Add duo chat dataset with issue and epic resources
What does this merge request do and why?
This MR uploads the duo chat dataset (https://gitlab.com/gitlab-org/modelops/ai-model-validation-and-research/ai-evaluation/datasets/-/commit/92c9532597217cfeb31100394edb515598fc3f1f#863878c628166a74b7260245615fbf87da138344) with issues and epics to Langsmith that was accidentally removed from the dataset repo - https://gitlab.com/gitlab-org/modelops/ai-model-validation-and-research/ai-evaluation/datasets.
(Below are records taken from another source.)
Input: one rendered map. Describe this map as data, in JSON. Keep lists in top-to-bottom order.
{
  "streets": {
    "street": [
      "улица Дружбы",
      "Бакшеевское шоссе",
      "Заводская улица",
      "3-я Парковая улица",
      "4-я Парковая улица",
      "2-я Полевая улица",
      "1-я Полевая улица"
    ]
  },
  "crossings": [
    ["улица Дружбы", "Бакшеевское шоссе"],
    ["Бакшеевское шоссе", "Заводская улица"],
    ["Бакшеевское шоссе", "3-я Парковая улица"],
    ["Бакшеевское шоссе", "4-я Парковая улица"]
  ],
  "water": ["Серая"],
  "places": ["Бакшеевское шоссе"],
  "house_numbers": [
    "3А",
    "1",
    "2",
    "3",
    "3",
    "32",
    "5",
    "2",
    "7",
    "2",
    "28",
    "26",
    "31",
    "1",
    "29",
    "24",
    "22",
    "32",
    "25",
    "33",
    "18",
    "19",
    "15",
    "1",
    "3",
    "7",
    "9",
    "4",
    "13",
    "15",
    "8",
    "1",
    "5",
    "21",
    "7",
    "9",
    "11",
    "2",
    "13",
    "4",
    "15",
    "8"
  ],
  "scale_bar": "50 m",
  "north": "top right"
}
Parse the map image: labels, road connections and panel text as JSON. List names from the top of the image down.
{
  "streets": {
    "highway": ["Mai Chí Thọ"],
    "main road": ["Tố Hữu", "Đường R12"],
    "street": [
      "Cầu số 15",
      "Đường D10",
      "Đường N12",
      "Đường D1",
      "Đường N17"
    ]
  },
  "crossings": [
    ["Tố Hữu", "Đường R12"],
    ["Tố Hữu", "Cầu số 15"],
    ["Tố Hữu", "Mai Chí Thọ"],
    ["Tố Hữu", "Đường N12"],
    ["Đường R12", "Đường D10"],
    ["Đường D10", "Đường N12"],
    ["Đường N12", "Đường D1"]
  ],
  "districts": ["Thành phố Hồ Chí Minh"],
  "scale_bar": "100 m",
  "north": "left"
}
Please note that this MR slightly updates the schema without affecting our RoR Rake task:
- we merge context (resource dump) with queries
- we store context (resource dump) as a dictionary instead of string now. We need more flexibility to apply different eval strategies later.
Here is the uploaded dataset - https://smith.langchain.com/o/477de7ad-583e-47b6-a1c4-c4a0300e7aca/datasets/f0f7c18a-a282-465b-8f16-d5b763365ec4?tab=2&paginationState=%7B%22pageIndex%22%3A0%2C%22pageSize%22%3A10%7D
How to set up and validate locally
- Check out to this merge request's branch.
- Set env variables in
.env
- Install dependencies.
poetry run install
- Check the existing commands ELI5 provides:
poetry run eli5 datasets --help
- Run:
poetry run datasets create duo_chat.cot_qa_resources.1 datasets/duo_chat/resources_v1/ad308c3710ad469faeb587aa94ba0876.jsonl
Related to #25 (closed)
Merge request checklist
-
Tests added for new functionality. If not, please raise an issue to follow up. -
Documentation added/updated, if needed.